=== RECORDS PROVIDED ===

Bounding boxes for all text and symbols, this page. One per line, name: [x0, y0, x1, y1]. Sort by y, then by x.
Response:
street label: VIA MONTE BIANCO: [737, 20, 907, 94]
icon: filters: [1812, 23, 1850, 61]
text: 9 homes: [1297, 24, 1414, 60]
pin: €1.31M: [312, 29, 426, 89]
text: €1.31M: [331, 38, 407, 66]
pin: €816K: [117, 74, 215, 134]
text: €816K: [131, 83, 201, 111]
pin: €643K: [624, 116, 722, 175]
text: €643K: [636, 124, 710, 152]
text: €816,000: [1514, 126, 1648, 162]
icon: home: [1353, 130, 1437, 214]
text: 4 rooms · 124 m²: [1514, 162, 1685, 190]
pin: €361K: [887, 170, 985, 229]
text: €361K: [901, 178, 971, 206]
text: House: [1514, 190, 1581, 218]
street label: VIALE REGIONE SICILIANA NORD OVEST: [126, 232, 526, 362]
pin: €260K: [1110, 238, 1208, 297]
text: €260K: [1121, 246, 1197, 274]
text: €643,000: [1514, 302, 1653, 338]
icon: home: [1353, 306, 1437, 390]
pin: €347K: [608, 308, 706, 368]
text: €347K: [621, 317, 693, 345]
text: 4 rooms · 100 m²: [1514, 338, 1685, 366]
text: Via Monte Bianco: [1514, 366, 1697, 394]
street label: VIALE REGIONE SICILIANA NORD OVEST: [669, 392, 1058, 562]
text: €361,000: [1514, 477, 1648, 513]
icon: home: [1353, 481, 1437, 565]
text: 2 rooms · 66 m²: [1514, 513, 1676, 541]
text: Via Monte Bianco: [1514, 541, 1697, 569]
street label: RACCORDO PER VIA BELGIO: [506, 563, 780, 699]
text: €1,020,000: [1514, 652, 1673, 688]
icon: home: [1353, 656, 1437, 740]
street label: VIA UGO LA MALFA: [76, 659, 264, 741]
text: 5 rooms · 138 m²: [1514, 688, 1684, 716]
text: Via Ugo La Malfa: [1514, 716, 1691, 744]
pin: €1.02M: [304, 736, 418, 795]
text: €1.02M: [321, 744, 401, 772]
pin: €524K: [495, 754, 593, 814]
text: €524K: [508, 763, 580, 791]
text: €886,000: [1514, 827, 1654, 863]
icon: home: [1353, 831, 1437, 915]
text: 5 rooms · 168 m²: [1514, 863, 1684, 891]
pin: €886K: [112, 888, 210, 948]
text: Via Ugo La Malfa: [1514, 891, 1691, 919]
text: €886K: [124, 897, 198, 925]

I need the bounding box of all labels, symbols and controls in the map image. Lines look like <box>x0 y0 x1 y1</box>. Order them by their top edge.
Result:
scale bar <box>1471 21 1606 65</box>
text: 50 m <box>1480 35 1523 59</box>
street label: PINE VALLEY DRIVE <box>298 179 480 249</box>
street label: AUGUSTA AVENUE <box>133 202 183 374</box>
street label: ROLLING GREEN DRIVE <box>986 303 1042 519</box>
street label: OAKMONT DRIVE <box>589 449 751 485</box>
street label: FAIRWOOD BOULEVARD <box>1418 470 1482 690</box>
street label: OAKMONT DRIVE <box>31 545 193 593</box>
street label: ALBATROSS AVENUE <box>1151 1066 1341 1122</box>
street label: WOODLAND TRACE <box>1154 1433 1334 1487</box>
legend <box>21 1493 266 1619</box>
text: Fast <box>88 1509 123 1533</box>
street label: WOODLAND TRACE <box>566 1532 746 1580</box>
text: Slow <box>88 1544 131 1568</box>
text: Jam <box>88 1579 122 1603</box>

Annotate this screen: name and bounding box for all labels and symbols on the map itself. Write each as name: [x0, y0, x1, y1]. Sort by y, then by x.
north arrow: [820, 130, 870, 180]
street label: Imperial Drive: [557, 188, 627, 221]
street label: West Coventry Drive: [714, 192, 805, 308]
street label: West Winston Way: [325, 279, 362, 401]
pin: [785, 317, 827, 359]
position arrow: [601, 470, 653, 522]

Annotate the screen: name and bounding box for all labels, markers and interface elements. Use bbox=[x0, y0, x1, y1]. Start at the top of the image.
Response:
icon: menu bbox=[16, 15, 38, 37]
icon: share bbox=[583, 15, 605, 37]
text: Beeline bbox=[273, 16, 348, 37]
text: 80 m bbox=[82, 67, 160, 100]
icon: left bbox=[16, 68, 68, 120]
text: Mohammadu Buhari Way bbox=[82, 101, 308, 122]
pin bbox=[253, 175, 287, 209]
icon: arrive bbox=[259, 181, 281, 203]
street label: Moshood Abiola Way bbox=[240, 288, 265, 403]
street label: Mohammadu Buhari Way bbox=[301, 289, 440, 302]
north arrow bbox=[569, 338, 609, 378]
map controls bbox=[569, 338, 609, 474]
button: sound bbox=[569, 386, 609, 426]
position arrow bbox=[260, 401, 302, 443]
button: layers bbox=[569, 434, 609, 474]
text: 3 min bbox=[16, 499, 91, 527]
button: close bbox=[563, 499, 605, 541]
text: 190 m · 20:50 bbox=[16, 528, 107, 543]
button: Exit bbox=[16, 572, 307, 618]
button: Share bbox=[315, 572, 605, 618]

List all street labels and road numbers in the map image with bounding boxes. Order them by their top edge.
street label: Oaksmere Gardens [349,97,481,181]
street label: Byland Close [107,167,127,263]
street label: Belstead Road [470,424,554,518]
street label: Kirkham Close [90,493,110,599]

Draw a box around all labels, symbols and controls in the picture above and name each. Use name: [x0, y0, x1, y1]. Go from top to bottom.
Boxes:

===

= TASK =
All of the entries, from the first line to the last, should be duplicated exactly.

= ANSWER TO THIS EXERCISE =
Bounding boxes for all text and symbols, this page. One per line, name: [x0, y0, x1, y1]. Sort by y, then by x.
Response:
street label: VIA MONTE BIANCO: [737, 20, 907, 94]
icon: filters: [1812, 23, 1850, 61]
text: 9 homes: [1297, 24, 1414, 60]
pin: €1.31M: [312, 29, 426, 89]
text: €1.31M: [331, 38, 407, 66]
pin: €816K: [117, 74, 215, 134]
text: €816K: [131, 83, 201, 111]
pin: €643K: [624, 116, 722, 175]
text: €643K: [636, 124, 710, 152]
text: €816,000: [1514, 126, 1648, 162]
icon: home: [1353, 130, 1437, 214]
text: 4 rooms · 124 m²: [1514, 162, 1685, 190]
pin: €361K: [887, 170, 985, 229]
text: €361K: [901, 178, 971, 206]
text: House: [1514, 190, 1581, 218]
street label: VIALE REGIONE SICILIANA NORD OVEST: [126, 232, 526, 362]
pin: €260K: [1110, 238, 1208, 297]
text: €260K: [1121, 246, 1197, 274]
text: €643,000: [1514, 302, 1653, 338]
icon: home: [1353, 306, 1437, 390]
pin: €347K: [608, 308, 706, 368]
text: €347K: [621, 317, 693, 345]
text: 4 rooms · 100 m²: [1514, 338, 1685, 366]
text: Via Monte Bianco: [1514, 366, 1697, 394]
street label: VIALE REGIONE SICILIANA NORD OVEST: [669, 392, 1058, 562]
text: €361,000: [1514, 477, 1648, 513]
icon: home: [1353, 481, 1437, 565]
text: 2 rooms · 66 m²: [1514, 513, 1676, 541]
text: Via Monte Bianco: [1514, 541, 1697, 569]
street label: RACCORDO PER VIA BELGIO: [506, 563, 780, 699]
text: €1,020,000: [1514, 652, 1673, 688]
icon: home: [1353, 656, 1437, 740]
street label: VIA UGO LA MALFA: [76, 659, 264, 741]
text: 5 rooms · 138 m²: [1514, 688, 1684, 716]
text: Via Ugo La Malfa: [1514, 716, 1691, 744]
pin: €1.02M: [304, 736, 418, 795]
text: €1.02M: [321, 744, 401, 772]
pin: €524K: [495, 754, 593, 814]
text: €524K: [508, 763, 580, 791]
text: €886,000: [1514, 827, 1654, 863]
icon: home: [1353, 831, 1437, 915]
text: 5 rooms · 168 m²: [1514, 863, 1684, 891]
pin: €886K: [112, 888, 210, 948]
text: Via Ugo La Malfa: [1514, 891, 1691, 919]
text: €886K: [124, 897, 198, 925]

I need the bounding box of all labels, symbols and controls in the map image. Lines look like <box>x0 y0 x1 y1</box>. Order them by their top edge.
Result:
scale bar <box>1471 21 1606 65</box>
text: 50 m <box>1480 35 1523 59</box>
street label: PINE VALLEY DRIVE <box>298 179 480 249</box>
street label: AUGUSTA AVENUE <box>133 202 183 374</box>
street label: ROLLING GREEN DRIVE <box>986 303 1042 519</box>
street label: OAKMONT DRIVE <box>589 449 751 485</box>
street label: FAIRWOOD BOULEVARD <box>1418 470 1482 690</box>
street label: OAKMONT DRIVE <box>31 545 193 593</box>
street label: ALBATROSS AVENUE <box>1151 1066 1341 1122</box>
street label: WOODLAND TRACE <box>1154 1433 1334 1487</box>
legend <box>21 1493 266 1619</box>
text: Fast <box>88 1509 123 1533</box>
street label: WOODLAND TRACE <box>566 1532 746 1580</box>
text: Slow <box>88 1544 131 1568</box>
text: Jam <box>88 1579 122 1603</box>

Annotate this screen: name and bounding box for all labels and symbols on the map itself. Write each as name: [x0, y0, x1, y1]. Sort by y, then by x.
north arrow: [820, 130, 870, 180]
street label: Imperial Drive: [557, 188, 627, 221]
street label: West Coventry Drive: [714, 192, 805, 308]
street label: West Winston Way: [325, 279, 362, 401]
pin: [785, 317, 827, 359]
position arrow: [601, 470, 653, 522]

Annotate the screen: name and bounding box for all labels, markers and interface elements. Use bbox=[x0, y0, x1, y1]. Start at the top of the image.
Response:
icon: menu bbox=[16, 15, 38, 37]
icon: share bbox=[583, 15, 605, 37]
text: Beeline bbox=[273, 16, 348, 37]
text: 80 m bbox=[82, 67, 160, 100]
icon: left bbox=[16, 68, 68, 120]
text: Mohammadu Buhari Way bbox=[82, 101, 308, 122]
pin bbox=[253, 175, 287, 209]
icon: arrive bbox=[259, 181, 281, 203]
street label: Moshood Abiola Way bbox=[240, 288, 265, 403]
street label: Mohammadu Buhari Way bbox=[301, 289, 440, 302]
north arrow bbox=[569, 338, 609, 378]
map controls bbox=[569, 338, 609, 474]
button: sound bbox=[569, 386, 609, 426]
position arrow bbox=[260, 401, 302, 443]
button: layers bbox=[569, 434, 609, 474]
text: 3 min bbox=[16, 499, 91, 527]
button: close bbox=[563, 499, 605, 541]
text: 190 m · 20:50 bbox=[16, 528, 107, 543]
button: Exit bbox=[16, 572, 307, 618]
button: Share bbox=[315, 572, 605, 618]

List all street labels and road numbers in the map image with bounding boxes. Order them by their top edge.
street label: Oaksmere Gardens [349,97,481,181]
street label: Byland Close [107,167,127,263]
street label: Belstead Road [470,424,554,518]
street label: Kirkham Close [90,493,110,599]

Draw a box around all labels, symbols and controls in the picture above and name each. Use name: [x0, y0, x1, y1]. Go from top to bottom.
Boxes:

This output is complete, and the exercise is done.